The problem is: Tesla is not. And even if they were in the future it is unlikely they will. Training NNs will be based on and solved elsewhere than in the consumer car.
 
  • Like
Reactions: electracity
There is very little in terms of sensor redundancy as well as known blindspots for the cameras at low speeds.

There is neither sensor redundancy nor sensor diversity. Basically if any single sensor fails it is game over -- and this includes the sensor working nominally (sending camera frames) but the software fails to detect objects in the frames due to a flaw in the ML model (a problem which could be fixed by sensor diversity -- i.e., multiple sensing modalities, which they only have in front of the vehicle via radar and camera.)
 
You still have only one forward-facing radar, and many key areas are only within view of a single camera. I don't know how much redundancy they have in power delivery, transmission, and actuation either, nor how much fault tolerance in those systems. If the compute system goes down or haywire, do the actuators enter a fail-safe state, or do they go haywire? Is there any kind of monitoring system to ensure correct operation of every component? These are the things you need to consider if you're going to take liability away from the human. Do they truly have enough compute power available to bring the car to a safe stop if the HW3 chip stops working? Do they even have any way to know that it's not working anymore? What kind of "internal redundancy" does the HW3 chip itself have?

Tesla seems to be depreciating radar to a backup role. Forward view is the main concern in a fault mode, and there are 3 cameras looking there. HW3 has fully parallel processing. Current cars have multiple sing points of failure in which the only course of action is stopping.

There is neither sensor redundancy nor sensor diversity. Basically if any single sensor fails it is game over -- and this includes the sensor working nominally (sending camera frames) but the software fails to detect objects in the frames due to a flaw in the ML model (a problem which could be fixed by sensor diversity -- i.e., multiple sensing modalities, which they only have in front of the vehicle via radar and camera.)
In almost all cases, the car can move to the side of the road with a sensor missing. If redundancy is required, then that is what is would need to do anyway (redundancy lost).

Of course, if the NN fails to detect an object in the path of the car, that is a failure, but if it can't detect he object during the time it is in view with the car moving, having extra cameras likely wouldn't help.
.
 
many key areas are only within view of a single camera
that's ok, when a camera failure is detected, the car stops and needs to be fixed before the functionality is allowed again. They already do it.

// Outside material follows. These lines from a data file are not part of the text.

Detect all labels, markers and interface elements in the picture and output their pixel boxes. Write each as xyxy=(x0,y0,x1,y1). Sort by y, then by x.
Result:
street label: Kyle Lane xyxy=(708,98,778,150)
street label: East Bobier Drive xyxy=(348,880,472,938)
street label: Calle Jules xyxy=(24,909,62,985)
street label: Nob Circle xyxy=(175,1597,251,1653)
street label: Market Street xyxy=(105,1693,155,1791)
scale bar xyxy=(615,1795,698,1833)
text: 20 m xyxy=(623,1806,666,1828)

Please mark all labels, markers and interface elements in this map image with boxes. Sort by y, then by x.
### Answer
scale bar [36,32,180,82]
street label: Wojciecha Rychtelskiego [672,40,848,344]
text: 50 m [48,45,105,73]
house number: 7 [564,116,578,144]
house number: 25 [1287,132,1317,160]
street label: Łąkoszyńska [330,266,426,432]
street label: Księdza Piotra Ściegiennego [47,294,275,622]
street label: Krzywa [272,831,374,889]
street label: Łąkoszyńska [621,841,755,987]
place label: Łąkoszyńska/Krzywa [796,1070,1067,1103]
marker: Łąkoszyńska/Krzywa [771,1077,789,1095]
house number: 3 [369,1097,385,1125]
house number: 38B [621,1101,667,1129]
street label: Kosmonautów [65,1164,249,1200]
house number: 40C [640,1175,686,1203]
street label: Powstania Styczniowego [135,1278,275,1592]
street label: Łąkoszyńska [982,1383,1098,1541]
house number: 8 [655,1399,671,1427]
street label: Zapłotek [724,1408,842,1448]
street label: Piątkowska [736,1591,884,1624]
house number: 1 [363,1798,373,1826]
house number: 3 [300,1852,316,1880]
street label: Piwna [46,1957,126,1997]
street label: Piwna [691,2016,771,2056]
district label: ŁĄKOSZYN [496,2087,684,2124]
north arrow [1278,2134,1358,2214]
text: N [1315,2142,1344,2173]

if you have failure of a pillar/side cam, they display a message of "autopilot functionality reduced" and only use three forward cams. If any of those three is dead you cannot use AP at all.

Do they truly have enough compute power available to bring the car to a safe stop if the HW3 chip stops working
on hw2.5 the steering actuator has two paths. hw3 consists of two compute nodes, one monitoring the other. if the primary fails, secondry is the same and is able to take over.

What kind of "internal redundancy" does the HW3 chip itself have?
what do you mean by "hw3 chip"? they have four TRIP chips. two per compute node.

The thesis is that autonomous driving is enabled by training NNs on millions or billions of miles of state-action-pairs that only Tesla is currently positioned to collect — so the thesis goes.
the bolded part (I bolded it) is not wrong. Tesla is positioned very well to collect this data. not so sure about the actual usefullness of it, but collection could be done just fine.